What would happen to nominal income and wages if the money supply were fixed (100% reserve banking). Would real wages increase, even though nominal wages would stay the same or even decrease?
Roughly speaking nominal wages should remain fixed but things would still get invented and production would become ever ore efficient. So real wages would increase as deflation boosted the purchasing power of your wages.
However, it may not be such a good idea to have a completely fixed money supply and deflation - it may become unstable if people noticed that storing money under your mattress was a perfectly effective way to save. If many savers started doing this then it could induce cycles of bubbles and crashes in the value of money. It would probably be better to deliberately increase the money supply by a few percent each year - just enough so that people were not inclined to save simply by storing money.
As Mick explains in the first paragraph of his answer, real wages would gradually increase along with productivity.

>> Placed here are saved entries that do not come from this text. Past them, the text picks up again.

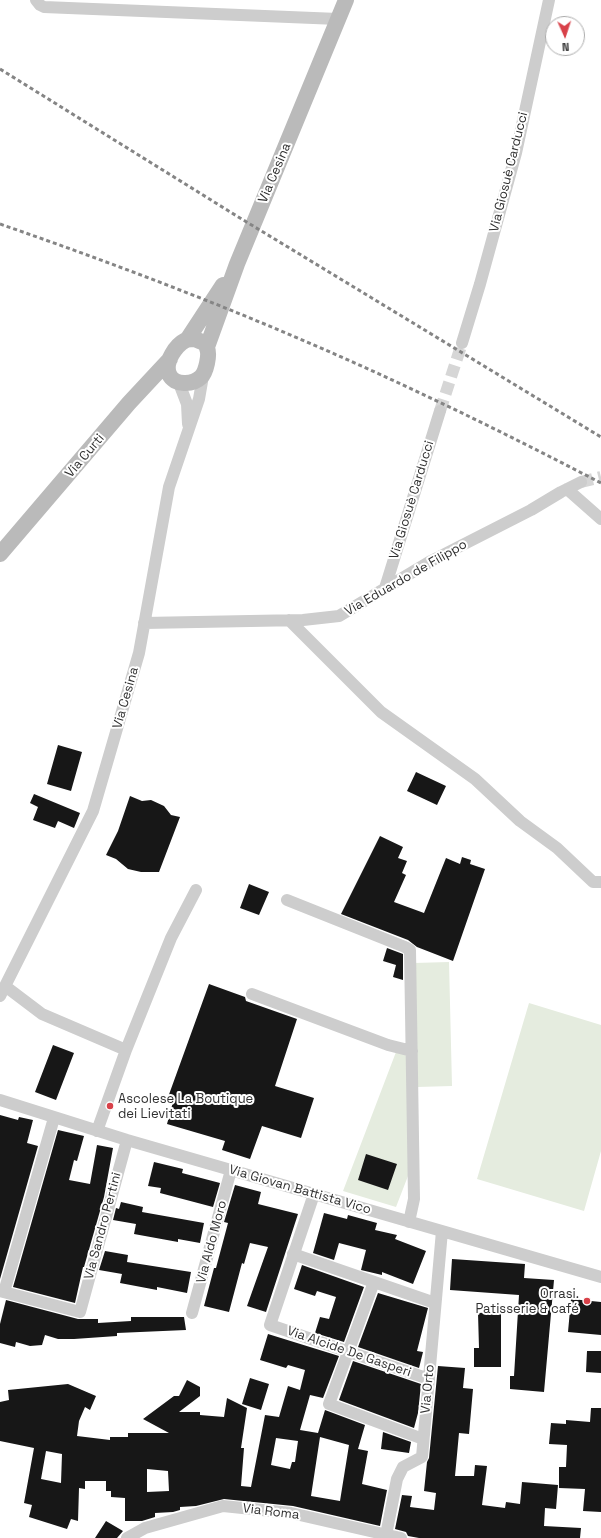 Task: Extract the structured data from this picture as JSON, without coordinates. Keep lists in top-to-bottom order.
{
  "streets": {
    "main road": ["Via Cesina", "Via Curti"],
    "street": [
      "Via Giosuè Carducci",
      "Via Eduardo de Filippo",
      "Via Giovan Battista Vico",
      "Via Sandro Pertini",
      "Via Aldo Moro",
      "Via Alcide De Gasperi",
      "Via Orto",
      "Via Roma"
    ]
  },
  "crossings": [
    ["Via Giosuè Carducci", "Via Eduardo de Filippo"],
    ["Via Cesina", "Via Curti"],
    ["Via Cesina", "Via Eduardo de Filippo"],
    ["Via Giovan Battista Vico", "Via Sandro Pertini"],
    ["Via Giovan Battista Vico", "Via Aldo Moro"],
    ["Via Giovan Battista Vico", "Via Orto"],
    ["Via Alcide De Gasperi", "Via Orto"],
    ["Via Orto", "Via Roma"]
  ],
  "places": ["Ascolese La Boutique dei Lievitati", "Orrasi. Patisserie & café"],
  "north": "bottom"
} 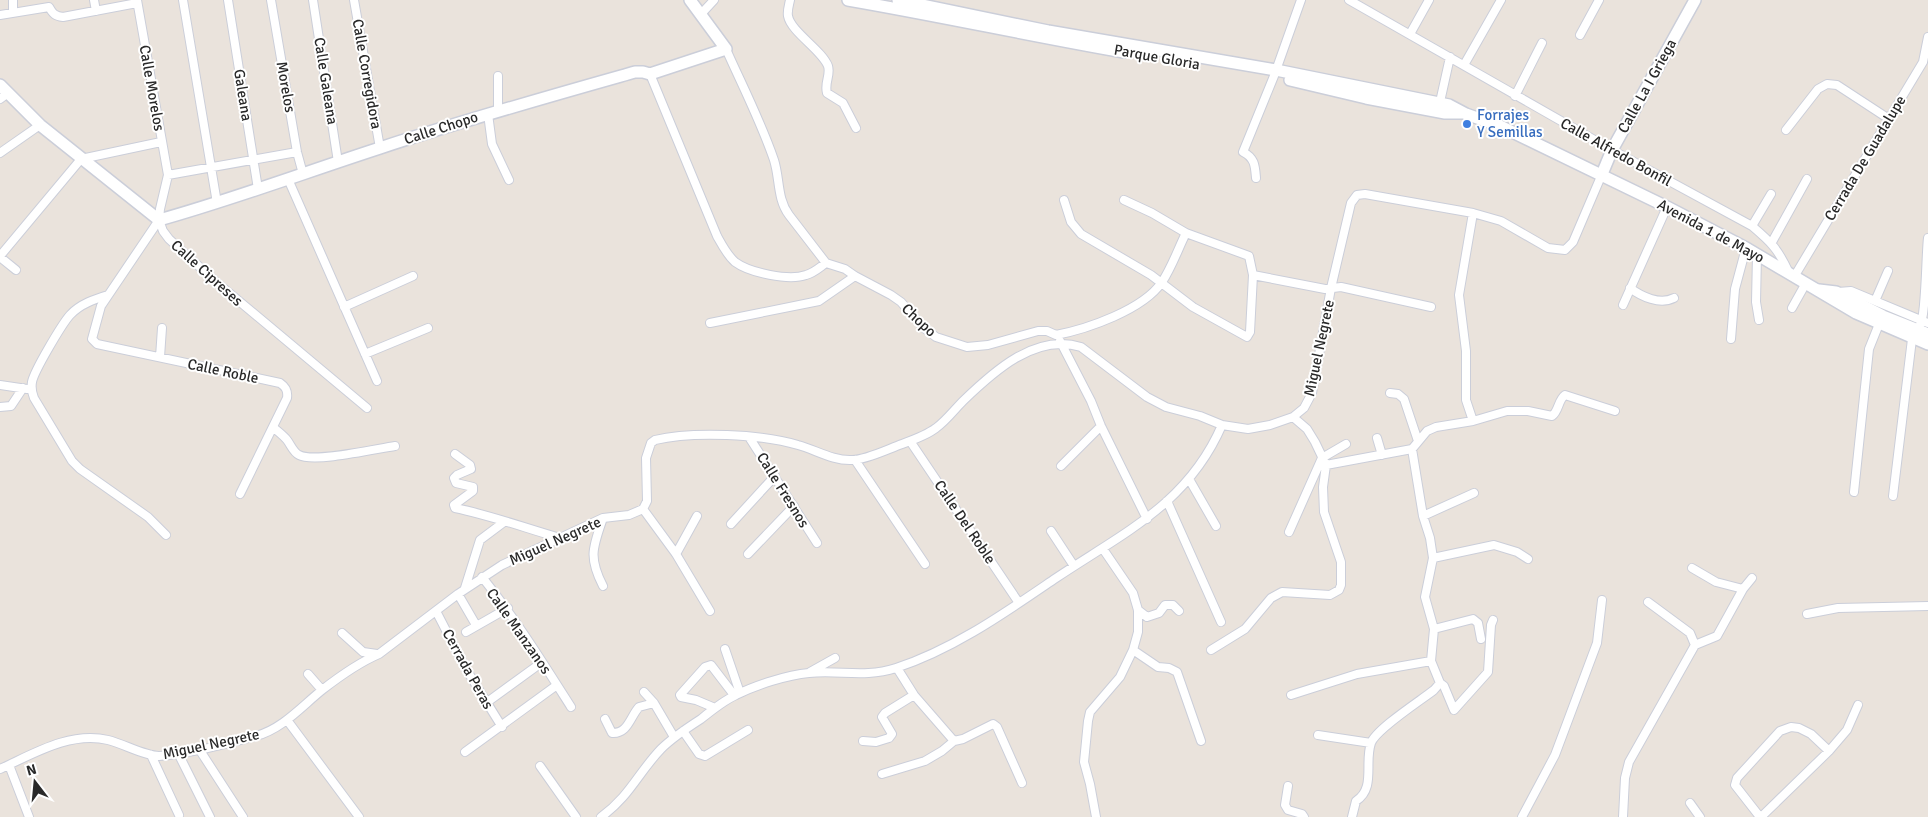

However, the fear that this effect would destabilize the economy by causing everyone to stuff their matterses with money and never buy anything is unfounded. The thought is that if goods are constantly becoming cheaper and better, nobody would anyone spend any money now if they can get more in the future.
This overlooks the fact that people by default have a certain time preference - why would I care that bread becomes cheaper 1 year from now if I am hungry now? In cases of decreasing prices, people will save until the good is cheap enough to be more immediately valuable than whatever else could have been bought in the future.
A good example is personal computers/smartphones, which have become exponentially better with time. People who want the latest model for important work or personal prestige have a high time preference and buy even though a better version comes out next year. Students tend to wait for sales where they can buy last year's model at a discount.